Dicen que en 1925 dejó la enseñanza y comenzó su carrera diplomática como representante de Chile en el Instituto de Cooperación Intelectual de la Sociedad de las Naciones, para ser luego cónsul en Nápoles y en Lisboa. Aunque en verdad, y como lo demuestran las voces infantiles que recrean sus nanas, nunca dejó de ser maestra, maestra de almas.
La maternidad que alimentó desde el sueño que no fue, la naturaleza, el amor y la muerte; su religiosidad, mezcla de cristianismo y panteísmo; están como células de su poética en cuadernos como Ternura (1924), Canciones para niños, Tala (1938), Poemas a las madres (1950) y Lagar (1954); sin olvidar la sustancia agónica e inteligente de su prosa, recogida tanto en su Epistolario (1957) y Recados contando a Chile (1957), como en la profusa papelería de su periodismo desde 1925 hasta 1957.
Cuando volvió a Cuba, afirmó que Martí fue "el hombre más puro de la raza", y subrayó los méritos del pueblo que no dejaba morir al Maestro, abierta al sol. Entonces contó a los cubanos y a las cubanas, en 1953, una singular experiencia suya: "Voy a contarle un chiste: hace años, di una conferencia en un pueblito cubano, naturalmente sobre Martí. Como yo en el fondo soy una aldeana chilena, siempre me gusta ir a los pueblos y hablar con sus gentes y a sus gentes. Cuando salía de mi conferencia, oí que una mujer comentaba: ¡Esa señora está enamorada de Martí!; me detuve y le respondí: ¡Y dígalo usted. Lo único que lamento es no haberlo llegado a conocer personalmente. Y usted también se hubiera enamorado de conocerlo... !"

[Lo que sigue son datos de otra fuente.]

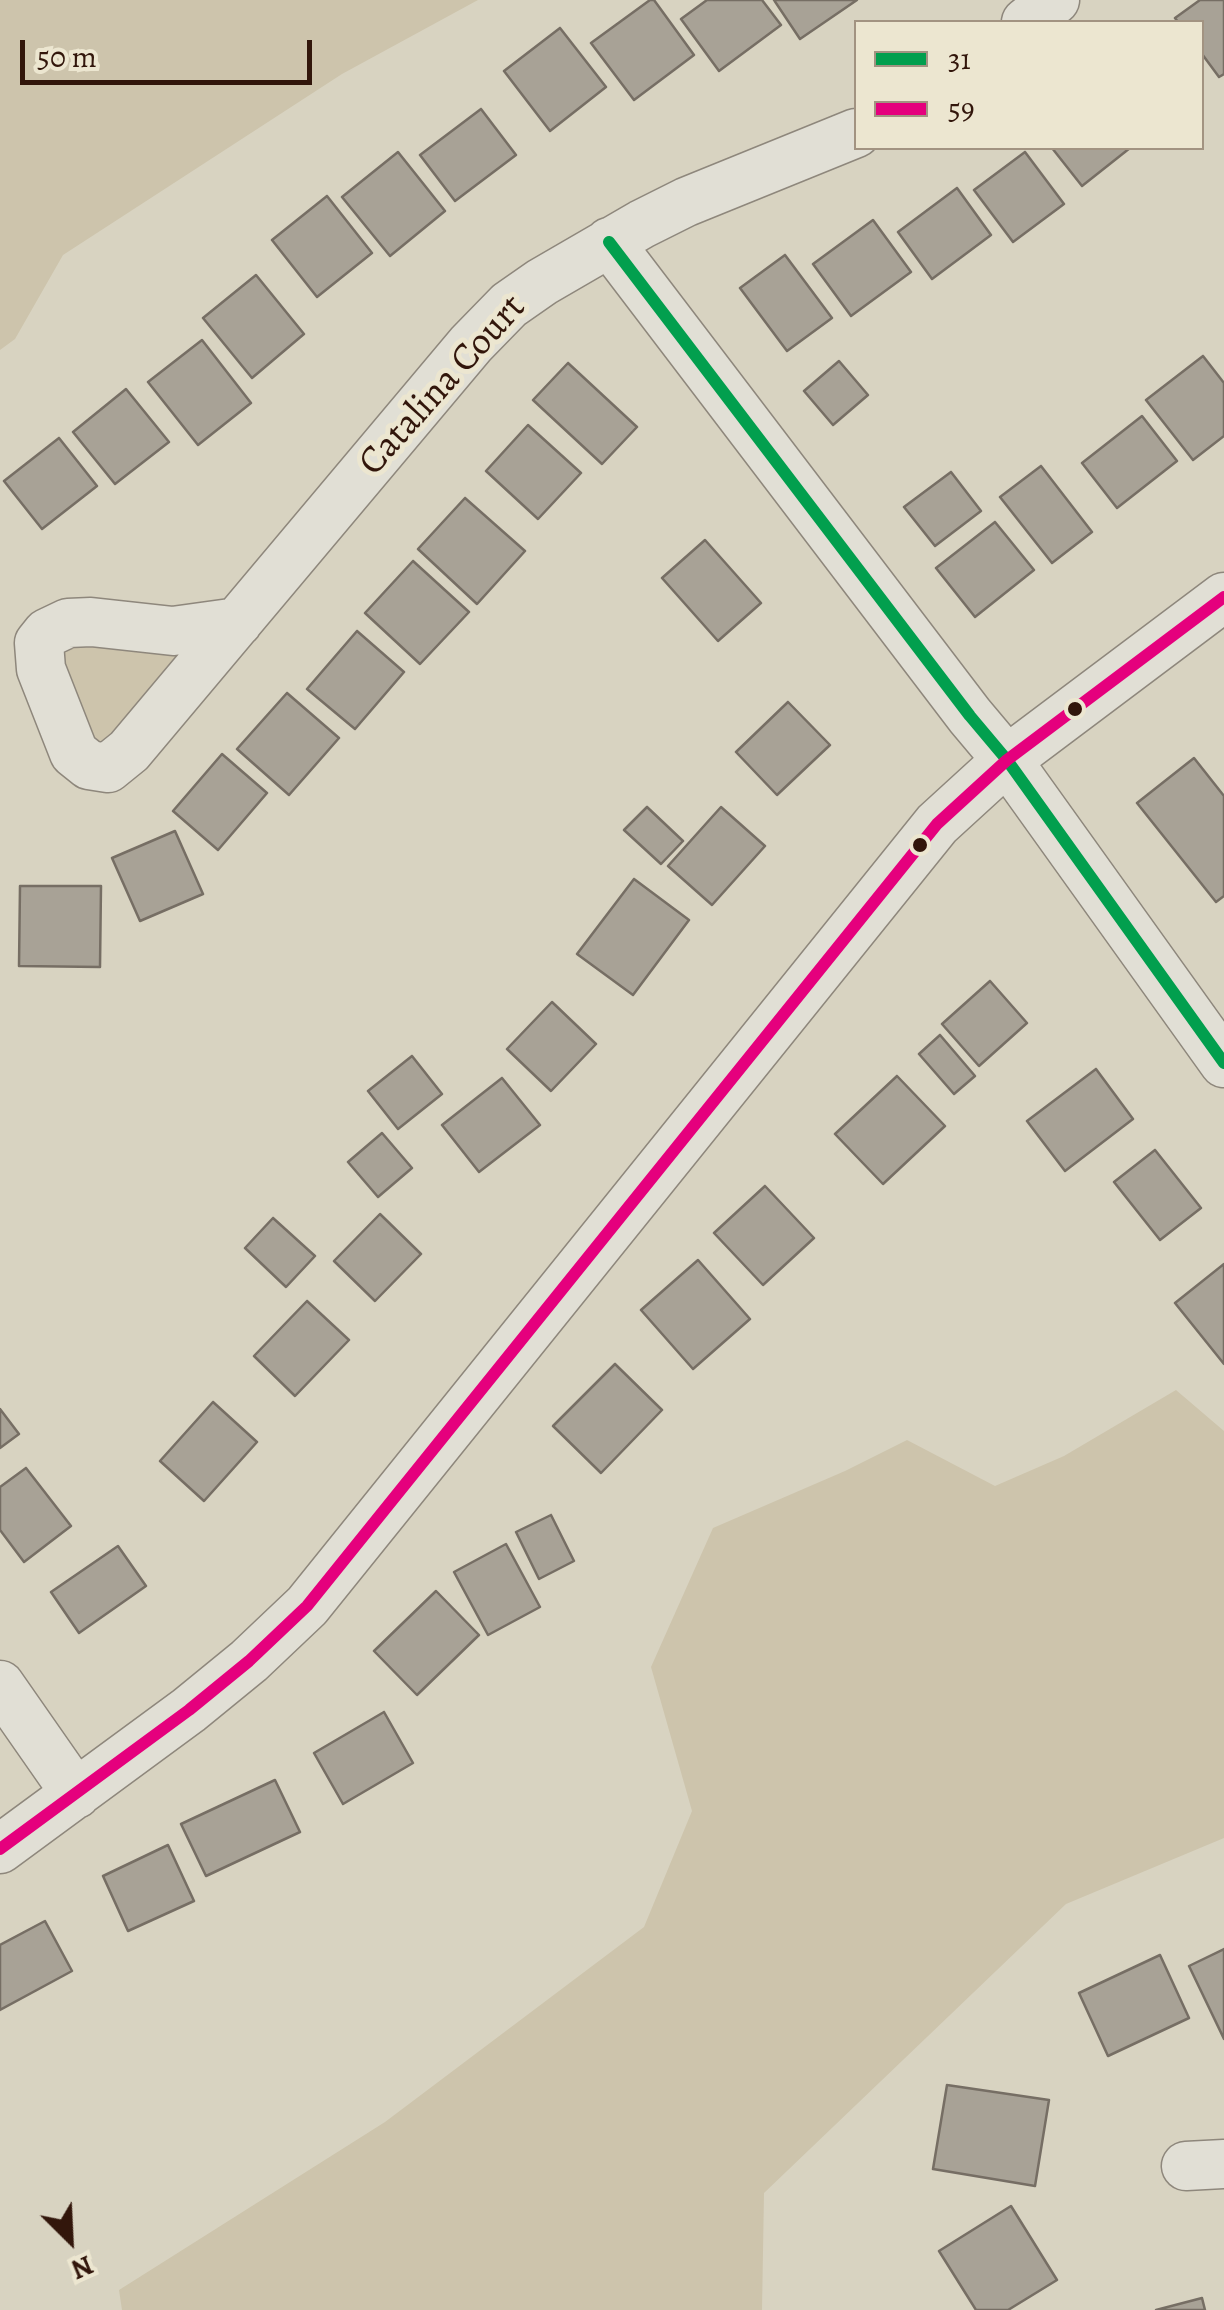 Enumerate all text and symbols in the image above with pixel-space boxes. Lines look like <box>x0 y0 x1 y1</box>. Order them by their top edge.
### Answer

Años atrás, entre 1930 y 1931, realizó un amplio periplo por nuestra América, que comprendió a los Estados Unidos, las Antillas y el Istmo. En aquella ocasión, cuando compartió con numerosos intelectuales, durante su primera visita a la Isla, dio a conocer uno de los más agudos textos que se hayan escrito sobre el Apóstol, su estudio sobre La lengua de Martí.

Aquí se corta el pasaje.